- January 28, 2009
Hold on to your pith helmets: the Infochimps are releasing an Amazon Machine Image designed for data processing, analysis, and visualization.
Amazon’s Elastic Compute Cloud (EC2) allows users to instantiate a virtual computer with a pre-installed operating system, software packages, and up to 1 TB of data loaded on disk, ready to work with, from a shared image (an “Amazon Machine Image”, or AMI).
MachetEC2 is an effort by a group of Infochimps to create an AMI for data processing, analysis, and visualization. If you create an instance of MachetEC2, you’ll be have an environment with tools designed for working with data ready to go. You can load in your own data, grab one of our datasets, or try grabbing the data from one of Amazon’s Public Data Sets. No matter what, you’ll be hacking in minutes.
We’re taking suggestions for what software the community would be most interested in having installed on the image (peek inside to see what we’ve thought of so far…)

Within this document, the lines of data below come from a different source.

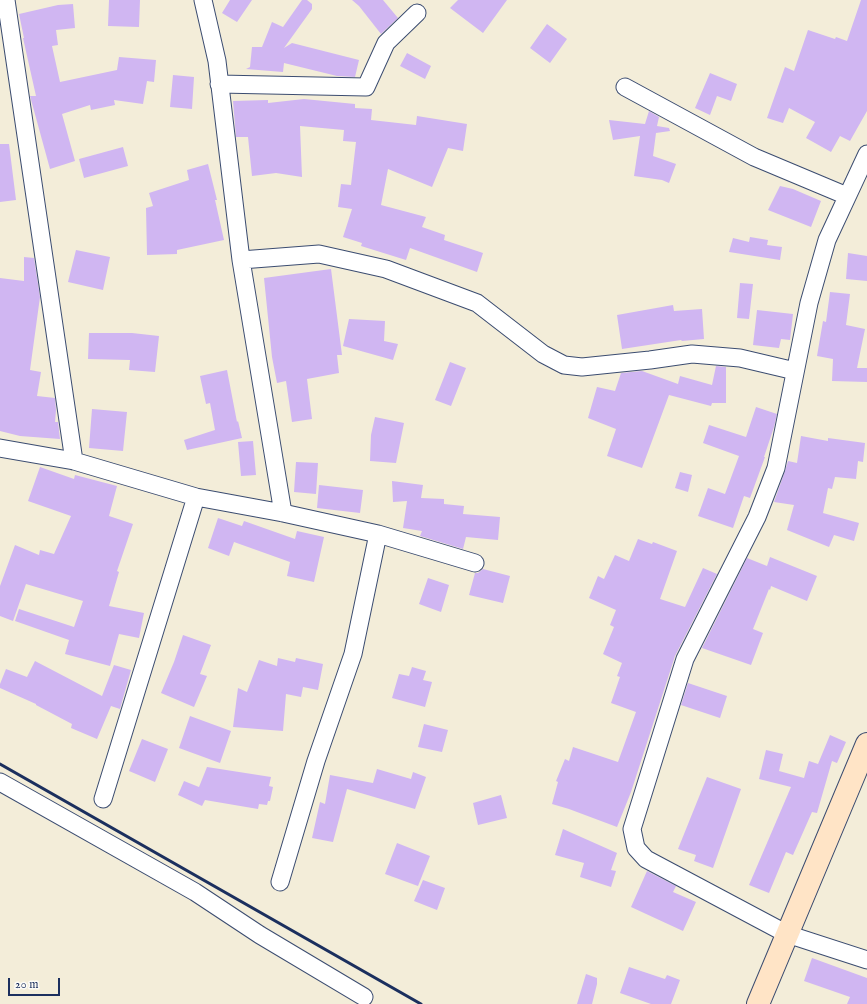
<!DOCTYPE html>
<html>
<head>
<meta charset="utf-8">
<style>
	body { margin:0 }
	#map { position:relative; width:867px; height:1004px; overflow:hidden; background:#f3edd9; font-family:"IM FELL English",serif }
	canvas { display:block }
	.scale { position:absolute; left:8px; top:978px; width:52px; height:18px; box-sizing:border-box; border:2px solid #1b2f5e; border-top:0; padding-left:5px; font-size:12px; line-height:14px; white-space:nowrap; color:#1b2f5e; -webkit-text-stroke:3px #fdfcf7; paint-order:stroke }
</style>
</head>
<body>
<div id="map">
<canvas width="867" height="1004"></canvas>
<div class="scale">20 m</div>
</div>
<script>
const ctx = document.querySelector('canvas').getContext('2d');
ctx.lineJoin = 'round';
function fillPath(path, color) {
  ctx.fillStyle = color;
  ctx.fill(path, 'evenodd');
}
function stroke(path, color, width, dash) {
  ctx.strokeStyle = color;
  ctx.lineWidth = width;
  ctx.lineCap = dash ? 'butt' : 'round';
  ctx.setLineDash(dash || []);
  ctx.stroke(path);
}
const building = new Path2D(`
	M109 0H140L139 27 108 26Z
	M230 0H252L237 22 222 13Z
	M302 0H307L312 4V9L284 48 292 43 359 60 355 77 337 76 284 63 283 72 246 69 250 67 252 47H262L272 22 283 27Z
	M352 0H383L398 18 381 34 359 6Z
	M458 0H507L483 33 450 8Z
	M861 0H867V111L850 141 840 136 831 152 806 138 815 122 789 108 783 123 767 118 785 67 794 71 808 30 835 39 836 37 847 41Z
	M73 4 75 28 56 30 58 45 52 46 60 82 117 70 119 57 156 60 154 82 147 81 143 104 114 100 115 105 91 110 90 105 62 114 75 161 50 169 30 96H36L23 38H24L19 14 58 5Z
	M547 24 567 39 550 63 530 48Z
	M407 53 431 66 425 79 400 66Z
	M710 73 737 84 731 101 717 96 710 115 695 108Z
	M173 75 194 77 192 109 170 107Z
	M304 99 355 104V108L372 109 371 120 416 125 417 116 467 124 463 151 448 148 432 187 388 169 381 205 426 217 422 227 445 235 444 240 483 253 477 272 410 248 406 260 361 246 362 243 343 237 352 209 338 207 341 184 351 185 356 142 343 141 344 130 300 126 302 177 276 173 252 176 248 137H236L233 101 268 100V103Z
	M649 111 659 117 657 126 669 128 670 131 656 133 653 156 676 164 669 183 662 180 634 176 640 136 613 140 609 120 645 124Z
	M0 144H9L16 200 0 202Z
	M123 147 128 166 84 178 79 159Z
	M208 164 217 200H215L224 240 177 250V254L147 255 146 208 153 206 149 193 189 180 187 170Z
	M780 186 793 189 821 201 811 227 768 210Z
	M750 237 768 240 767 245 782 247 780 260 729 252 733 238 749 242Z
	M76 250 110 257 103 290 68 282Z
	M848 253 867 256V281L846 279Z
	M24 257 34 258 40 297 30 370 41 372 37 396 55 398 56 410 55 422H58L60 439 20 436 0 431V278L24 281Z
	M331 269 342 355H337L339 373 307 379 312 419 292 422 286 381 277 383 272 357 264 278Z
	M740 283 753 284 749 319 737 318Z
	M830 292 850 294 846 325 865 329 857 368H867V382L832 381 833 359 817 356 823 321 826 322Z
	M673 305 674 311 702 309 704 339 682 341 681 340 622 349 617 315Z
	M757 310 793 314 790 340 781 339 779 348 753 345Z
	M349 319 385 321 384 341 398 344 393 360 343 346Z
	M89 333H132L159 336 155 372 129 370 130 360 88 359Z
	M450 362 466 368 451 406 435 400Z
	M716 366 726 367V403H712L711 406 669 395 642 468 607 456 616 429 588 418 597 387 615 391 621 373 642 371 678 384 680 376 712 385Z
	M227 370 237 422 238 421 242 438 187 450 184 440 215 430 210 403 206 404 200 376Z
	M756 407 777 414 774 427 764 457H765L750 498 744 496 733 528 698 516 708 488 725 494 739 456 703 443 709 425 746 437Z
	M92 409 127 412 123 451 89 448Z
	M375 417 404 423 396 463 370 461 371 435Z
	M801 436 828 441V438L865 443 863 462 858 461 856 479 835 477 832 489 828 488 823 513 859 523 854 541 834 535 829 547 787 530 794 505 774 502 785 471 788 461 797 463Z
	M253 441 256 475 241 476 238 442Z
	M296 462 318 463 316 494 294 492Z
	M40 467 74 479 75 475 117 486 109 516 133 524 117 571 119 572 109 606 144 613 139 638 119 634 110 666 65 654 69 640 15 621 19 609 74 627 83 601 26 584 13 621 0 616V586L15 545 39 555 40 550 54 554 71 516 28 501Z
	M680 472 692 475 688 492 675 488Z
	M392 481 423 485 421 498 444 499V504L464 506 463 514 500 517 498 540 466 537 463 549 420 536 422 531 403 528 407 501 393 502Z
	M319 485 363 490 360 513 317 508Z
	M218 518 242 526 244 521 295 539 297 531 324 537 314 582 287 576 290 562 234 542 229 556 208 548Z
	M638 539 652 544 653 542 677 551 660 599 685 607 703 568 717 574 675 656 631 792 617 827 569 809 552 804 558 782 556 781 565 759 569 761 573 747 618 762 636 712 611 703 620 677 617 676 622 663 603 654 614 627 610 625 616 610 589 598 598 576 604 579 615 555 629 561Z
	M770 557 817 576 807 601 771 586 770 590 769 589 753 629 763 633 751 665 702 648 747 558 767 566Z
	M483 569 510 576 503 603 469 595 475 573H478Z
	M428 578 449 585 441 612 419 604Z
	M183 635 211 645 200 674 207 676 194 707 161 693 174 662Z
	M278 658 295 662 296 658 323 664 318 690 303 687 301 697 286 694 283 731 233 727 238 688 247 692 259 660 277 666Z
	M35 661 102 696 114 665 131 670 120 709 111 706 97 739 71 728 72 724 36 705V704L0 688V684L6 669 27 677Z
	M412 667 426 671 423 680 432 682 425 707 392 698 399 674 409 676Z
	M688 683 727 696 720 718 681 705Z
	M190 716 231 731 220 763 179 748Z
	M424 724 448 730 442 752 418 747Z
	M830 735 846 742 837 763 832 761 817 813 812 812 793 855 786 852 769 893 749 885 791 787 759 779 766 750 783 754 779 771 804 778 809 761 818 764Z
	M142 739 168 749 155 782 129 771Z
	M207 767 271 777 269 786 273 787 270 801H268L267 805 259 804 258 809 205 800 202 806 178 795 184 781 199 787Z
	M377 769 411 779 413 772 426 777 415 809 347 789 333 842 312 838 320 802 325 804 330 775 373 783Z
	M707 777 741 789 713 868 694 861 696 855 678 849Z
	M501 795 507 818 478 825 473 803Z
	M563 829 617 853 611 870 616 871 611 887 580 877 584 863 555 855Z
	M397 843 430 856 418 886 385 874Z
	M647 871 676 886 673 892 696 902 683 931 631 907Z
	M423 880 445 888 437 910 414 901Z
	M812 958 867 978V1004H847L850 997 804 981Z
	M629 967 665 979 667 975 680 980 671 1004H651L620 993Z
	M586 974 597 978V984L592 1004H577Z`);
const street = new Path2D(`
	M6 0 74 461
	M203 0 217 61 241 260 283 513
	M219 84 366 87 386 43 417 13
	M625 87 754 157 847 196
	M867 154 827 240 809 303 776 468 757 517 685 659 632 829 636 848 646 859 787 934 867 960
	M241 260 319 254 386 269 477 303 543 354 564 365 582 367 650 360 692 354 740 358 795 371
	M0 448 74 461 196 497 283 513 378 534 475 563
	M0 782 195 892 260 935 364 997
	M103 799 196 497
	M280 882 316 761 353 654 378 534`);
const secondary = new Path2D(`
	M758 1004 867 744`);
const rail = new Path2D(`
	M0 764 421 1004`);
fillPath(building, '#d0b6f2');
stroke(street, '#3b4c70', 19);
stroke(secondary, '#3b4c70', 24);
stroke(street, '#fff', 17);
stroke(secondary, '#ffe4c6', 22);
stroke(rail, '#1b2f5e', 3);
</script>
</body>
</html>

We’ve thought of including some subset of
- Ruby, Python, Erlang, R
- MySQL, PostgreSQL
- AllegroGraph, CouchDB
- Hadoop, Hive, Pig
- Cytoscape, Gruff
- Processing, Prefuse/Flare, Modest Maps
- NLTK, SciPy
What other software would you like to see? Operating system preferences? Know of any similar AMI’s? (Only suggest free and open software please!)
When we feel that the AMI is getting too bloated, we’ll split it up: MachetEC2-ML (machine learning), MachetEC2-viz, MachetEC2-lang, MachetEC2-bio, &c.
(Also check out a similar discussion on the forums at FlowingData. We’ll reply to comments both here and there.)